Las billeteras virtuales están alcanzadas por un régimen de información de ARCA que establece determinados montos a partir de los cuales las plataformas deben reportar los movimientos y saldos de sus usuarios. Para personas humanas, el límite vigente es de $50 millones mensuales, mientras que para empresas el umbral se ubica en $30 millones.

El régimen contempla los ingresos y egresos acumulados durante el mes, así como el saldo disponible al último día hábil del período. Por eso, alcanzar esos valores no implica que una transferencia individual de ese monto genere automáticamente una investigación.

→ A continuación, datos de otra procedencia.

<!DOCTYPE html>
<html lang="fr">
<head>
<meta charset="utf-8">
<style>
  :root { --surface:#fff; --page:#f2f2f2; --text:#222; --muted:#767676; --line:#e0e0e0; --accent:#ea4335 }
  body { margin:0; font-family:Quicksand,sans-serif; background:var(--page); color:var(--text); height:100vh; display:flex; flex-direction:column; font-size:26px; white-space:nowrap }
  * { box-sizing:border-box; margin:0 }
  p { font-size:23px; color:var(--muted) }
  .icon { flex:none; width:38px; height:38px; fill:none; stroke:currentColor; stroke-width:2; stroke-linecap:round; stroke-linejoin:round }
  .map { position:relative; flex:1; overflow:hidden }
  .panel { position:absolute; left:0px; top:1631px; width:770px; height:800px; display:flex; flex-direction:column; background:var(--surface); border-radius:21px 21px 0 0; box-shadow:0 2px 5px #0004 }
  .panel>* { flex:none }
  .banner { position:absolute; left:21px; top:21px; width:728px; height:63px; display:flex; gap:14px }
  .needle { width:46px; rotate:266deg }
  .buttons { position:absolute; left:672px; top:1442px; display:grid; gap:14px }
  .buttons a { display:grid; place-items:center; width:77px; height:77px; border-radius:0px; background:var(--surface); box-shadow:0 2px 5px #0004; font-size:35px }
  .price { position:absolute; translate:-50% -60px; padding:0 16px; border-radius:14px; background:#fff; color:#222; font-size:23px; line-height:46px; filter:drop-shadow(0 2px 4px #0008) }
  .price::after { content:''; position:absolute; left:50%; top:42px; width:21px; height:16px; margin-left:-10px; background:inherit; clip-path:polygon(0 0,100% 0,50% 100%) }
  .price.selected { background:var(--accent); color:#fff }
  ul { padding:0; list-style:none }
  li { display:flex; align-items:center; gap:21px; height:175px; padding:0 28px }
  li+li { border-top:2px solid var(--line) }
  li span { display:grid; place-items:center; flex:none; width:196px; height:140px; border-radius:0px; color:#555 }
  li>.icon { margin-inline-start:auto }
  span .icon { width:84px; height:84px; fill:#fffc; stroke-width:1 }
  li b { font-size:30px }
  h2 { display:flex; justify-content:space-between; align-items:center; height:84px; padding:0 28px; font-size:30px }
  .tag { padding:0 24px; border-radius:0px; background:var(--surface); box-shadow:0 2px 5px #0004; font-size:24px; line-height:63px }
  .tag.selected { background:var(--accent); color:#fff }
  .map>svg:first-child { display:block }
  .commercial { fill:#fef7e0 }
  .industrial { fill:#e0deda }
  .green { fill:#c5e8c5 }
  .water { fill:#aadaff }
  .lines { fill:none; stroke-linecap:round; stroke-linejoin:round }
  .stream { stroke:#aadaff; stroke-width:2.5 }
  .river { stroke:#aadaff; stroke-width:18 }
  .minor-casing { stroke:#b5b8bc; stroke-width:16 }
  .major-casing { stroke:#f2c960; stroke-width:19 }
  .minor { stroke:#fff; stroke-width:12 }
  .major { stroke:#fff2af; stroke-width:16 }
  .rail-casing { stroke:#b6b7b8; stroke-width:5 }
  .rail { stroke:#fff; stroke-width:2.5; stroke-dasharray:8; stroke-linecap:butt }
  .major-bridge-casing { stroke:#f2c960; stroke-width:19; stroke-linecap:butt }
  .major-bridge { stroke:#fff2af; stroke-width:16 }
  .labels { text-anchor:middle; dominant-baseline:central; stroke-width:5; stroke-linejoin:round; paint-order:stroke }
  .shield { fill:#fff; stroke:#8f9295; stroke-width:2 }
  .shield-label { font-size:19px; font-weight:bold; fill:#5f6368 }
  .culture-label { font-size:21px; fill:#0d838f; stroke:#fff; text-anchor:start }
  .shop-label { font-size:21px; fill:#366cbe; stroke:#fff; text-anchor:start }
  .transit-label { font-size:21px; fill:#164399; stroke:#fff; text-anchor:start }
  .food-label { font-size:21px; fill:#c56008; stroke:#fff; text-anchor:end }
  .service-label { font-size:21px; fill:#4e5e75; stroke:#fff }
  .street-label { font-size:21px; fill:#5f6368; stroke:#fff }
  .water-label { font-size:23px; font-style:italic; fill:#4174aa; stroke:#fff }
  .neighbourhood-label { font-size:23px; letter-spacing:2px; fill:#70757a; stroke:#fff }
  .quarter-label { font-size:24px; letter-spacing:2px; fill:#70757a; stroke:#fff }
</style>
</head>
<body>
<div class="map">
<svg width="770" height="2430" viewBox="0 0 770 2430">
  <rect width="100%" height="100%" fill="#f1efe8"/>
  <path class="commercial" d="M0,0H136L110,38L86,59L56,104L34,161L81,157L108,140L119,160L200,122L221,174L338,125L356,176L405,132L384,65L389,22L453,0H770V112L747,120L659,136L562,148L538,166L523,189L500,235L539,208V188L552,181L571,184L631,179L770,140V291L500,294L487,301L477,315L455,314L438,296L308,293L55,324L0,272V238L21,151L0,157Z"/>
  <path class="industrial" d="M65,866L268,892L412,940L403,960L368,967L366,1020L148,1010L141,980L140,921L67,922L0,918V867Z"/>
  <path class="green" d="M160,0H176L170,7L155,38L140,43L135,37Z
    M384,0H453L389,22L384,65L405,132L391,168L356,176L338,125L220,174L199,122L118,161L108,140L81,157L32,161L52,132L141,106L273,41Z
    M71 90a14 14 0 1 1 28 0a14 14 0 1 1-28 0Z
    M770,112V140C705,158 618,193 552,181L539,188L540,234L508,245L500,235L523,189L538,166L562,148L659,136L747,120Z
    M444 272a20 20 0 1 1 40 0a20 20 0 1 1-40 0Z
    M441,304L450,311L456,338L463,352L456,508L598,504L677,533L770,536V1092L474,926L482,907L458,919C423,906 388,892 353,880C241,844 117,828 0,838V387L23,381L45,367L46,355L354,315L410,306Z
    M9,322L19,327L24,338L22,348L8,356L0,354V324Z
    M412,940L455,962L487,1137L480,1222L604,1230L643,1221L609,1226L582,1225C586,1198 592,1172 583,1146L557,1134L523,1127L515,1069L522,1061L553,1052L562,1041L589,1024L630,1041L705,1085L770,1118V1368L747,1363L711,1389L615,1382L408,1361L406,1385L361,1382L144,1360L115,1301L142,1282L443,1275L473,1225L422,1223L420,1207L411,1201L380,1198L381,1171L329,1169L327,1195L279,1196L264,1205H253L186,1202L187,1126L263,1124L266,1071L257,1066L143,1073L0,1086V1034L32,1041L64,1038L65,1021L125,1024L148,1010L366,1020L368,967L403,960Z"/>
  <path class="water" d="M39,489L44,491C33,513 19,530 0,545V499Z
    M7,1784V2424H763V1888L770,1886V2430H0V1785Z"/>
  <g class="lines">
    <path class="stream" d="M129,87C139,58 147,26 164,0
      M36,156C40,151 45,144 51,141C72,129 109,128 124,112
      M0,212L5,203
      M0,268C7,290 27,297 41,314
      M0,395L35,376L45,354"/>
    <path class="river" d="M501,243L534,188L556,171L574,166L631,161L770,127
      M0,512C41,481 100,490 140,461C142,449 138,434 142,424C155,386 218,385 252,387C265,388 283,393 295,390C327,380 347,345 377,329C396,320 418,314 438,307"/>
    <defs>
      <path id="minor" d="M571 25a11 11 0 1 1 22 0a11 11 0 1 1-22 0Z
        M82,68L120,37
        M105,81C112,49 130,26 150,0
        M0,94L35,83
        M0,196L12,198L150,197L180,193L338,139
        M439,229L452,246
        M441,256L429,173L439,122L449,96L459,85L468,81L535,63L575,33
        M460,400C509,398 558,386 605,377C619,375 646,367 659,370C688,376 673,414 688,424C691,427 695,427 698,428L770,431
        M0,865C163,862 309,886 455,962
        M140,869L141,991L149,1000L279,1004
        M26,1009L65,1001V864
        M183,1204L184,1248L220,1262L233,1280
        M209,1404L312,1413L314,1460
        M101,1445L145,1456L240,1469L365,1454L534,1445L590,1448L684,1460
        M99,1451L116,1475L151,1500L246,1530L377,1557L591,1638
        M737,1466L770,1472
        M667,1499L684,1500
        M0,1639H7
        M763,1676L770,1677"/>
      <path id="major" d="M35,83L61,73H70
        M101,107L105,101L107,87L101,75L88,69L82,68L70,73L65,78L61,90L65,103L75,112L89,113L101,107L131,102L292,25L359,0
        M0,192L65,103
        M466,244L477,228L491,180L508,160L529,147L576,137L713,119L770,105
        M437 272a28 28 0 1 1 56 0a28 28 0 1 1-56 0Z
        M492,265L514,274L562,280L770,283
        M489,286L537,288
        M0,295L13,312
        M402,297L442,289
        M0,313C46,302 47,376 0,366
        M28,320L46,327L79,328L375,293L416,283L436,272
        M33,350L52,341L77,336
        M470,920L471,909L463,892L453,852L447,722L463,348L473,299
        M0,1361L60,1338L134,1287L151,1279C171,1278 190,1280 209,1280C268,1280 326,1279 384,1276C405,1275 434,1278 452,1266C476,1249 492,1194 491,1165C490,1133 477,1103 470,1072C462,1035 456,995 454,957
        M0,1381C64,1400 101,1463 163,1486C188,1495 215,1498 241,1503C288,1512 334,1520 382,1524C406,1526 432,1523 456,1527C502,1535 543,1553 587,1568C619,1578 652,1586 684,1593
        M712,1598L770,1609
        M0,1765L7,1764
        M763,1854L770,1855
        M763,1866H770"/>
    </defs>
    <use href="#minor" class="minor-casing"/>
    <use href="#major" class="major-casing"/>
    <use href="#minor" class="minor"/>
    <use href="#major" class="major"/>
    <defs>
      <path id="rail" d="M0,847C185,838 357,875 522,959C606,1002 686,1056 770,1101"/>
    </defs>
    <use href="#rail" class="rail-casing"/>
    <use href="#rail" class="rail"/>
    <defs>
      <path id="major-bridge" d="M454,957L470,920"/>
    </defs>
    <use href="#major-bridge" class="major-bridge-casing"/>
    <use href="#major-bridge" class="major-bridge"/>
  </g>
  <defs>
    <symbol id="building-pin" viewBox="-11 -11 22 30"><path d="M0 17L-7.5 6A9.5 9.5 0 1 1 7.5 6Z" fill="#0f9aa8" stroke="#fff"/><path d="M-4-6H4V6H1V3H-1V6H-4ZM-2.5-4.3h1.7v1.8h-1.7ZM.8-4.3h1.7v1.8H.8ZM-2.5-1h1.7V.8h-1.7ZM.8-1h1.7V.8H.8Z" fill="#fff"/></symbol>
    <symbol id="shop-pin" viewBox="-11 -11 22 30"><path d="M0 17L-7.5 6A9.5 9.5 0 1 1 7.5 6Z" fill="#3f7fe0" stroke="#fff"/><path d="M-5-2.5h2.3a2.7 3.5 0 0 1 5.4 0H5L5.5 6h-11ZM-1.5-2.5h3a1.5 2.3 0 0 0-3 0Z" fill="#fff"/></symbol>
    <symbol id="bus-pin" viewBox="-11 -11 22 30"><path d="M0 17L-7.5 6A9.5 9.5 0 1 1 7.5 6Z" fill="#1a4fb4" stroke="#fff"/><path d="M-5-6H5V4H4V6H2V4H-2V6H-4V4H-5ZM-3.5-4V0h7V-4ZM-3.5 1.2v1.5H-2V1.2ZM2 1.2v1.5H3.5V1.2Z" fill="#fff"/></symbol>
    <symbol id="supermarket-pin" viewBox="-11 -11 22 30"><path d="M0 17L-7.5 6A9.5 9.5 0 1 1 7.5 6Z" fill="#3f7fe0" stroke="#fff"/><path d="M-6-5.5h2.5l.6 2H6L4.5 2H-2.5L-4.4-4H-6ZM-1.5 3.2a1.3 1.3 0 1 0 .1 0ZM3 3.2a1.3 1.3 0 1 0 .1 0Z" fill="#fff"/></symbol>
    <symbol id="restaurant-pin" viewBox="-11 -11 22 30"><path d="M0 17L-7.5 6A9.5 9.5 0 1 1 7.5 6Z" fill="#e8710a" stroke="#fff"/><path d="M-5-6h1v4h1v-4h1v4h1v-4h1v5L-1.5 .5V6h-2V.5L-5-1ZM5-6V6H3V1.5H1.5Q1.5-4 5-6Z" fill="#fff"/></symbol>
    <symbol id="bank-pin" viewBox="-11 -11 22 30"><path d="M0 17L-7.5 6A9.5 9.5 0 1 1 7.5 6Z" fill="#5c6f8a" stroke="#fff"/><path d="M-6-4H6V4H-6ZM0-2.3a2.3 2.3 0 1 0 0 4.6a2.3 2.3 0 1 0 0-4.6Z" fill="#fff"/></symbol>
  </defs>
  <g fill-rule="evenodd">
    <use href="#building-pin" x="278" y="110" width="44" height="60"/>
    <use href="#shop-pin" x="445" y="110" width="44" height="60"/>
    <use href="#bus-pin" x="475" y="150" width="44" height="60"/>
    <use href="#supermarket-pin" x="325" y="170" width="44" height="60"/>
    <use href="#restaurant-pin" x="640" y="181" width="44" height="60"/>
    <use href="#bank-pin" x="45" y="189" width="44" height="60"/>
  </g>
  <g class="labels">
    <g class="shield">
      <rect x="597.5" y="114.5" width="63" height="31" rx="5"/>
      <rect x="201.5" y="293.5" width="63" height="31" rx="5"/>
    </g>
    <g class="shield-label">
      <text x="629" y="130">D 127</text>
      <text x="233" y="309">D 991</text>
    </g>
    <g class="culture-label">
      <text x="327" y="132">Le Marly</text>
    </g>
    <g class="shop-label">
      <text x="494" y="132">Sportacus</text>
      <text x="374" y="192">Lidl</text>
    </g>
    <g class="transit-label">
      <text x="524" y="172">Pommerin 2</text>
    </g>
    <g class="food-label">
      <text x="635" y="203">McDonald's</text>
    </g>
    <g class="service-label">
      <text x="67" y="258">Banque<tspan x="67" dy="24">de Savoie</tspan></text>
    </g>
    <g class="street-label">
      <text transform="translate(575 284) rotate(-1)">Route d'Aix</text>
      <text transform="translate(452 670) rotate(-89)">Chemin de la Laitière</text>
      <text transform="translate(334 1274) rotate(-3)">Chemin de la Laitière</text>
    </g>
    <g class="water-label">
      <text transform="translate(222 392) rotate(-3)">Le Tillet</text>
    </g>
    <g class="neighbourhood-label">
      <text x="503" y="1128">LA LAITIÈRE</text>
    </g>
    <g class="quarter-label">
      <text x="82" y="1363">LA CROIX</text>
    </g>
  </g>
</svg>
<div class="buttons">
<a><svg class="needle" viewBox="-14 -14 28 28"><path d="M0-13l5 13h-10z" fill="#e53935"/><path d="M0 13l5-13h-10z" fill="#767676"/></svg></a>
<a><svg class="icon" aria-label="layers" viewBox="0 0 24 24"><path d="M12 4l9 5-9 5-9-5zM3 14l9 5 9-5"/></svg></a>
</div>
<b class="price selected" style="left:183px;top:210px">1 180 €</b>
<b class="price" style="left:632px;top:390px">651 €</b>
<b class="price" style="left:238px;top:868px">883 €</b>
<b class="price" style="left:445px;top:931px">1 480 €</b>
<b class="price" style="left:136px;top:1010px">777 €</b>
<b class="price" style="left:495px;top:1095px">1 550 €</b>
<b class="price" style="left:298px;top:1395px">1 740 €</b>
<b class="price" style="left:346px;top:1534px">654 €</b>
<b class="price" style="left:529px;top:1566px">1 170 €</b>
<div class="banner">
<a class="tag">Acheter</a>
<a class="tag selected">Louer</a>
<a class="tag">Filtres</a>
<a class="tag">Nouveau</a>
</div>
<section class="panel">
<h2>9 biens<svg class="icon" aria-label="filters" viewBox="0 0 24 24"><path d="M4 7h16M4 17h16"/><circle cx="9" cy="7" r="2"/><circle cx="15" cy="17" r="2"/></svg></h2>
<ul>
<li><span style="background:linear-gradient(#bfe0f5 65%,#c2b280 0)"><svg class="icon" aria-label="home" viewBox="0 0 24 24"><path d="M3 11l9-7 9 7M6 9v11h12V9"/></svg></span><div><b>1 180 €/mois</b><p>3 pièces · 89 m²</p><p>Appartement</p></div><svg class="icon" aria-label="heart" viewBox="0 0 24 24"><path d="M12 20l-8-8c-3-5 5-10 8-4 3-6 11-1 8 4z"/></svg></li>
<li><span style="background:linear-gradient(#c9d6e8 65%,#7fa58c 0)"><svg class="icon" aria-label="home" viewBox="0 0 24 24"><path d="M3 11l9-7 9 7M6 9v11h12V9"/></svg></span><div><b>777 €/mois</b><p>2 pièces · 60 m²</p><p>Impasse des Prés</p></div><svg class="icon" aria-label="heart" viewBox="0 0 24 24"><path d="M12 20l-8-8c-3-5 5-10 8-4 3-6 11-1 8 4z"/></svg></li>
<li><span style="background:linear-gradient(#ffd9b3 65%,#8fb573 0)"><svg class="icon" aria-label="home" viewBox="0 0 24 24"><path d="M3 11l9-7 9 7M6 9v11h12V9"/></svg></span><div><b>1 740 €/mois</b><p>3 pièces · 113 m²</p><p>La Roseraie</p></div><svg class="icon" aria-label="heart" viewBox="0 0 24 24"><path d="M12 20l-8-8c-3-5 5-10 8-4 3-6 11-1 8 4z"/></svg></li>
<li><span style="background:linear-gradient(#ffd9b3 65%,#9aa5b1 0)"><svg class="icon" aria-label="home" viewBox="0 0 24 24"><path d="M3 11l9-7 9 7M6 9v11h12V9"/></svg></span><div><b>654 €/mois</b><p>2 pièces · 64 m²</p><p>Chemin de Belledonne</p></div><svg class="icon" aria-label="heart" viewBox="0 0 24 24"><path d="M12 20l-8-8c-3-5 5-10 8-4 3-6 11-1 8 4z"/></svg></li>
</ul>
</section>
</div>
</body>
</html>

Cuando se supera alguno de los parámetros establecidos, las plataformas deben incluir en sus reportes datos como la identificación del titular, las cuentas asociadas, CVU o CBU, los movimientos registrados y el saldo final.

Superar los $50 millones en el caso de una persona humana tampoco significa que ARCA aplique de manera automática una multa, cobre un impuesto adicional o bloquee la cuenta. Se trata de una obligación de información para las billeteras, aunque las propias plataformas pueden solicitar documentación para justificar el origen de los fondos cuando una operación no coincide con el perfil económico del cliente, como recibos de sueldo, facturas, comprobantes de ventas, préstamos o certificaciones de ingresos.

Además, el régimen contempla operaciones realizadas en moneda extranjera y con activos digitales, que deben convertirse a pesos bajo los criterios establecidos por ARCA. Para las divisas se utiliza el tipo de cambio comprador del Banco Nación correspondiente al cierre del último día hábil del mes, mientras que para criptomonedas se toma la última cotización compradora fijada por el sujeto obligado. De esta manera, el límite de $50 millones funciona como referencia para el régimen informativo y no como un disparador automático de sanciones o investigaciones.